DIGE guide

Technique

DIGEDIGE – Differential Gel Electrophoresis – is a variant of gel electrophoresis that allows for simultaneous separation of up to three samples on one gel, bringing a new level of statistical confidence and reliability to 2D gel electrophoresis.

The system uses fluorescent cyanine dyes covalently bound to the proteins prior the 2D gel electrophoresis process. The dyes (CyTM2, Cy3 and Cy5) are mass and charge-matched, but have unique fluorescent properties. Therefore the labeled proteins migrate simultaneously on the 2-DE gel but still produce distinct excitation and emission spectra.

This means multiple protein samples labeled with different dyes can be co-migrated on the same gel. The gel is scanned using an adapted fluorescence scanner or camera system to generate overlaid, multi-channel images for each gel.

There are two different CyDyeTM DIGE Fluor dyes available.

  • The minimal dyes are NHS ester dyes that label lysine residues, and are recommended for normal applications. Multiplexing up to three samples and labeling of 50 μg protein is possible.
  • The saturation dyes are maleimide dyes that label cysteine residues, and should be used when samples are precious or available in very small amounts. Multiplexing up to two samples and labeling of 5 μg protein is possible.

Internal standard

This type of methodology allows the inclusion of an internal standard that ideally is a pool of all the samples within the experiment. The internal standard is labeled with one of the cyanine dyes (typically Cy2 for minimal dyes and Cy3 for saturation dyes) and run on each gel in the experiment. This creates an image that is the average of all experimental samples, with all proteins in the experiment represented. The presence of the internal standard in every DIGE gel provides an inherent link between samples that can be exploited to match and normalize the protein quantities across samples.

References

Unlü M., Morgan M.E., Minden, J.S. Difference gel electrophoresis: a single gel method for detecting changes in protein extracts. Electrophoresis. 1997 Oct;18(11):2071-7

Alban, A., David, S.O., Bjorkesten, L. et al. A novel experimental design for comparative two-dimensional gel analysis: Two-dimensional difference gel electrophoresis incorporating a pooled internal standard. Proteomics. 2003 Jan;3(1):36-44.

Advantages

The advantages of the DIGE technology using an internal standard are:

  • Matching between gels is more straightforward. Matching between images of the same gel is implicit because running differences are eliminated for the corresponding samples. Matching between gels can be performed between internal standard images, for which variations in spot patterns are due only to electrophoretic differences.
  • The use of the internal standard virtually eliminates experimental gel-to-gel variation and enables accurate quantification of induced biological change between samples. Quantitative comparisons of protein between samples are made based on the relative change of each protein spot to its own in-gel internal standard.
  • No technical replicates need to be run to confirm differences in protein abundance, thus reducing the number of gels required per experiment as well as analysis time and cost.

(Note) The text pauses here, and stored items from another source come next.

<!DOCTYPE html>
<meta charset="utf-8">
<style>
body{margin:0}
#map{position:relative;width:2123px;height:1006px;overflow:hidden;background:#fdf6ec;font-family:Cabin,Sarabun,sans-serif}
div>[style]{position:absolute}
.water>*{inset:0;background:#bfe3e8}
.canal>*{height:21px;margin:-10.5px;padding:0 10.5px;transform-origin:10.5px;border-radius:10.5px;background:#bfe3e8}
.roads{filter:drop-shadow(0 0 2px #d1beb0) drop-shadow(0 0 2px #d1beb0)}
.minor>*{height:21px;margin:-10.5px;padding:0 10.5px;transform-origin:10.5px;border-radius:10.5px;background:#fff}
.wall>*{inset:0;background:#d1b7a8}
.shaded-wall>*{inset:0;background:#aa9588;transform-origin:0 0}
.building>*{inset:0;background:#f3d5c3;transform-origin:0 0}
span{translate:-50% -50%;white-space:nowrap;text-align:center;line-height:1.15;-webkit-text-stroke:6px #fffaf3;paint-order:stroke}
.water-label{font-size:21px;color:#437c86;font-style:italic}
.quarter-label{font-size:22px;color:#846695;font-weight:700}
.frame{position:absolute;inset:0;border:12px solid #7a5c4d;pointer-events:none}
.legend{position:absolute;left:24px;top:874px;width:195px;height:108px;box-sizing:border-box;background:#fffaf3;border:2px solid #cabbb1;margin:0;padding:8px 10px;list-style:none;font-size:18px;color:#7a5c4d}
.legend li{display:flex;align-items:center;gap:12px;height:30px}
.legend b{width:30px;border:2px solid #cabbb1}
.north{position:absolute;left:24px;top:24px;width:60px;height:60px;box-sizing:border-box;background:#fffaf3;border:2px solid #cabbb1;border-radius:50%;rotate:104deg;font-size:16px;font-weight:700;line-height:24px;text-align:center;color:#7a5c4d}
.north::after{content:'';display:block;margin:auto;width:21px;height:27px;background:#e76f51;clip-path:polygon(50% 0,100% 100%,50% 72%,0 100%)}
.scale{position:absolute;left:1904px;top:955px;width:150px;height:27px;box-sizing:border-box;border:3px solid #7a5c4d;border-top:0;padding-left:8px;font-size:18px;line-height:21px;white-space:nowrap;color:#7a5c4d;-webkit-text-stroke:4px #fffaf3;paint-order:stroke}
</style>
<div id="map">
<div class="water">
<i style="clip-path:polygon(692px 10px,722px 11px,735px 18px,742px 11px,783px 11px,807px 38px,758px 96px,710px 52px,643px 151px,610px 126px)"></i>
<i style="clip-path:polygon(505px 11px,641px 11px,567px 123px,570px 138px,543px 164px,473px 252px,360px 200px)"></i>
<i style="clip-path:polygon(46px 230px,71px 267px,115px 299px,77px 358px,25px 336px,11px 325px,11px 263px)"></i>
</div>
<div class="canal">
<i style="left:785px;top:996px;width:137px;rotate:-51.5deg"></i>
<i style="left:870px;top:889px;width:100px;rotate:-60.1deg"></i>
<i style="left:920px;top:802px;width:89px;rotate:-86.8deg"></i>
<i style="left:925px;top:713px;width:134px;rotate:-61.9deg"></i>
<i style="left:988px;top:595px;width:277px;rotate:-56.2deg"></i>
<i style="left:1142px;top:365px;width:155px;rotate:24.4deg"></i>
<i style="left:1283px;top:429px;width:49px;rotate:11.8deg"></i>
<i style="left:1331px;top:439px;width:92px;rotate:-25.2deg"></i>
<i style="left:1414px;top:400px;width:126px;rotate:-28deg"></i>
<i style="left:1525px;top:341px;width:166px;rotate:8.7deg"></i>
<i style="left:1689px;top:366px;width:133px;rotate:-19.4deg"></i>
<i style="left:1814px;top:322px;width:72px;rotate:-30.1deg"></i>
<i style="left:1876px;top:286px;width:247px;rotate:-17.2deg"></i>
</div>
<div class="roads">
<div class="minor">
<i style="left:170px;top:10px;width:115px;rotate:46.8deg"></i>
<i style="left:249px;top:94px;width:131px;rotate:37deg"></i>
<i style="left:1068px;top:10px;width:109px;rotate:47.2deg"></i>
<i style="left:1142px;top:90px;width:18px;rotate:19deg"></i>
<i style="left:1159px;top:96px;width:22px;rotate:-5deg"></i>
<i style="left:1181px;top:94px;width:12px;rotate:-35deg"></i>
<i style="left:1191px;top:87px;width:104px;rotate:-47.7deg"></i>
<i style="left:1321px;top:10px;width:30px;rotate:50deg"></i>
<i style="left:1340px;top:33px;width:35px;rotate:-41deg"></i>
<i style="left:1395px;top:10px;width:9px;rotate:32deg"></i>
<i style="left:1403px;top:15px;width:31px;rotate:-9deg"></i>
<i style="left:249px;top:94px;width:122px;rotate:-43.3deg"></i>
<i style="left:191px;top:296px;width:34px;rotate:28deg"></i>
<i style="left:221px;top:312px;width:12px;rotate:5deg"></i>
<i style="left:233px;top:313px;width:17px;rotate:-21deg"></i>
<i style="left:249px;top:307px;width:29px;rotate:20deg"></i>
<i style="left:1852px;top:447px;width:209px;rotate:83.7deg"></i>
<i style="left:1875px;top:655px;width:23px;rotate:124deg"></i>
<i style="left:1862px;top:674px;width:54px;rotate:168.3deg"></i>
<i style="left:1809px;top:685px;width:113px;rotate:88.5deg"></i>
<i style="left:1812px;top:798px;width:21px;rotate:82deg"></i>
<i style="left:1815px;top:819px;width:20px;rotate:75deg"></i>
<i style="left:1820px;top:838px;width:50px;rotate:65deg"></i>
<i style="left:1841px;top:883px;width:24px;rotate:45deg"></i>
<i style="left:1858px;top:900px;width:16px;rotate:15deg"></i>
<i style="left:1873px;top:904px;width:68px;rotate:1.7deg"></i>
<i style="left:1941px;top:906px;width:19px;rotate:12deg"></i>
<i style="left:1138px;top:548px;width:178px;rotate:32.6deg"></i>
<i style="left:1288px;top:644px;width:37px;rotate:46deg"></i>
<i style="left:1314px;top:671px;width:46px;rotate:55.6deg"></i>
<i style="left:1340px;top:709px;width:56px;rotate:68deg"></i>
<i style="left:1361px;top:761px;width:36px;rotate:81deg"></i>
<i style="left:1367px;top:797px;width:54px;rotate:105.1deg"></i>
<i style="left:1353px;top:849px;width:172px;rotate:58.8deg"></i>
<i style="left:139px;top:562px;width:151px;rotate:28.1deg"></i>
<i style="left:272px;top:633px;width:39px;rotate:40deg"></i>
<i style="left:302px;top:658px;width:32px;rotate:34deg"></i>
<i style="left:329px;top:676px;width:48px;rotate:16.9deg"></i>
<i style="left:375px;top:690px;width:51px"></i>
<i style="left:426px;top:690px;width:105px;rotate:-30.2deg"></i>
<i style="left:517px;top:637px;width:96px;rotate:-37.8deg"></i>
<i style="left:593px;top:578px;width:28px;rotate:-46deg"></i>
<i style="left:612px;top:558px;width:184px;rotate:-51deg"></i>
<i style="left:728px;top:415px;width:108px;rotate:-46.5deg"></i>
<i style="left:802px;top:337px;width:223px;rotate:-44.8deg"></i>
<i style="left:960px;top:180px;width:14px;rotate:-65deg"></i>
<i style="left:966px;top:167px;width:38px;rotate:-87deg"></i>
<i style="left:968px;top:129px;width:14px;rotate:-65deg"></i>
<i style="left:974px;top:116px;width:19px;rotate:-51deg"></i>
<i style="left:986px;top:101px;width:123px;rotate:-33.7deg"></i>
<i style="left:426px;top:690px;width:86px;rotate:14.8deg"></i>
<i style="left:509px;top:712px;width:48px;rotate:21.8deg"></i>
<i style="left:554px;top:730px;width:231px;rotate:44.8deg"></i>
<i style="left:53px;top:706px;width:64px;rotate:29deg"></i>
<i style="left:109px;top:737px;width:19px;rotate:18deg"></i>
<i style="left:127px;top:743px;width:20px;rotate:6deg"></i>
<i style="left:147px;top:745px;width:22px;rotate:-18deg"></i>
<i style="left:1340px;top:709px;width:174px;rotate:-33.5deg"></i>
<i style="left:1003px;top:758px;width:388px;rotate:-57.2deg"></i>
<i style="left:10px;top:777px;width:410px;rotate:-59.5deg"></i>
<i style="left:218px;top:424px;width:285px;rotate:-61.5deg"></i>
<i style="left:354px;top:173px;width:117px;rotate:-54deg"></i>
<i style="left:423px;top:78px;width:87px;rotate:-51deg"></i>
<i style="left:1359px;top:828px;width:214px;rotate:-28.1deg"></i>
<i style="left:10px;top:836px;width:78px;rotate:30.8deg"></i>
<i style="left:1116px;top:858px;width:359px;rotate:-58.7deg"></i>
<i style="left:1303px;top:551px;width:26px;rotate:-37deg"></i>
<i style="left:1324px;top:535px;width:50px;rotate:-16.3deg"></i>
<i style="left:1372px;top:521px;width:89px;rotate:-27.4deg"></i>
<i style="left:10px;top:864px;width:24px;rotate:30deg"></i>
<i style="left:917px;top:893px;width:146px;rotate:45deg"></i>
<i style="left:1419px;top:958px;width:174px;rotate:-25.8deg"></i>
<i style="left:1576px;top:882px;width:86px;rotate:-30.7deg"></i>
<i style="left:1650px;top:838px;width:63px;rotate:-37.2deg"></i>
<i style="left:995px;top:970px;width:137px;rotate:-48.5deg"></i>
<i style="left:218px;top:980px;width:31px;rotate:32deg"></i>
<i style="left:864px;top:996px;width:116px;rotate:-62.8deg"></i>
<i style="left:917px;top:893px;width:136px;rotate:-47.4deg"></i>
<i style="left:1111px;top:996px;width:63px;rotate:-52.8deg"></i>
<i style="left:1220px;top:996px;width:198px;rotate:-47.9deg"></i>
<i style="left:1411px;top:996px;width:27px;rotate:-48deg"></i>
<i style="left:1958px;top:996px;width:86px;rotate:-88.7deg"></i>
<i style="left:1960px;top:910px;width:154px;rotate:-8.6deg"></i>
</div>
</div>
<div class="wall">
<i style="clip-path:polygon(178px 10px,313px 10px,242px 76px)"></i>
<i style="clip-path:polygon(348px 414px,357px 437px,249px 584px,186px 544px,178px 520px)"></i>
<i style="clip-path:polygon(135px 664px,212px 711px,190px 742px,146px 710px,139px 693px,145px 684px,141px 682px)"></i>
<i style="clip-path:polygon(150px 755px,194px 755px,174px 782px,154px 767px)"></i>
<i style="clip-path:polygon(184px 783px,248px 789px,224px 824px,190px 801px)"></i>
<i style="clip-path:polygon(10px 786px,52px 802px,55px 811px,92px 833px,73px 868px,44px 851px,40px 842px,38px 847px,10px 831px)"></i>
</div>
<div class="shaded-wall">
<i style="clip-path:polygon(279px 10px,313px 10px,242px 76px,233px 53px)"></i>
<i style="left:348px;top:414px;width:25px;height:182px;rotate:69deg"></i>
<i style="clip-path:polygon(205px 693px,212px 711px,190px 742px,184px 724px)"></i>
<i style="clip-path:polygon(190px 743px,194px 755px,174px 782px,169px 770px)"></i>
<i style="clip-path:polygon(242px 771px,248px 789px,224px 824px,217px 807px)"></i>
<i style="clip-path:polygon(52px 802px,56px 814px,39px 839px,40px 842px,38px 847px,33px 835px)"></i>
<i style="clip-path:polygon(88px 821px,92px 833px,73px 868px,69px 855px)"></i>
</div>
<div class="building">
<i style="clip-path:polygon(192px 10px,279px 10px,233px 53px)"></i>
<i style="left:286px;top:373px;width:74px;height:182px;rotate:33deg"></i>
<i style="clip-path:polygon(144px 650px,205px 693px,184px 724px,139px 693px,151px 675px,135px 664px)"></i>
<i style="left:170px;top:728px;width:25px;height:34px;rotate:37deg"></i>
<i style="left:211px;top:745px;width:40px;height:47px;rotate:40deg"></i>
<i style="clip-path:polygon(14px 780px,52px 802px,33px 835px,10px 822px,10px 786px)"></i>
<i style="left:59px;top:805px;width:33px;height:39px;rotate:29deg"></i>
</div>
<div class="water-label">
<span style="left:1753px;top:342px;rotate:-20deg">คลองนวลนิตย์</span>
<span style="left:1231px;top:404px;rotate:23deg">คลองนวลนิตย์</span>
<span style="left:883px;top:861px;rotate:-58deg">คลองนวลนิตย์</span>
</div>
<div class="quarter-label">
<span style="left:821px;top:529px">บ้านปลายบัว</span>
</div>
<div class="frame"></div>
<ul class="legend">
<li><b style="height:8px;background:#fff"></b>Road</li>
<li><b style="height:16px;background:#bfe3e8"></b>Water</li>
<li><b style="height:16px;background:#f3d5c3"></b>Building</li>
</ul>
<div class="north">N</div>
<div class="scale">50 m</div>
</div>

Analysis of DIGE experiments in MelanieTM

The DIGE version of MelanieTM integrates functionality that fully exploits the advantages of DIGE (and other multiplex gel electrophoresis techniques):

  • When setting up the project, you can specify if the experiment was run with an internal standard, and if so, on which dye.
  • When importing DIGE images, it detects probable combinations of co-run images that can be validated with a single click. Importing from *.DS files allows fully automatic gel naming and grouping.
  • Image editing operations such as flipping, rotating, scaling and cropping are carried out simultaneously on all images of the same gel.
  • The experimental design setup works as with any other project. Note that the internal standard images should not be included in the design. They will be used automatically in alignment and spot normalization, but are not of interest to answer your study questions.
  • The alignment strategy is automatically set up to implicitly match images within gels and use the internal standard images for matching between gels. However, the possibility exists to match within-gel images explicitly.
  • By default, spot detection uses all sample and internal standard images in the experiment to generate a representative spot pattern. You can however choose to only utilize the internal standard images, to minimize nonsensical volume ratios. Indeed, spots present in an image but absent in the corresponding internal standard (where it will have a spot value close to zero) will anyway be quantitatively doubtful.
  • Normalized Volume Ratios (ratio of normalized sample volume to internal standard volume) allow the comparison of relative spot quantities throughout the experiment. Read more about normalization.
  • The tables, graphs and statistical analyses are adapted to the presentation of results in terms of Volume Ratios (in addition to the other quantification values available in the Classic version).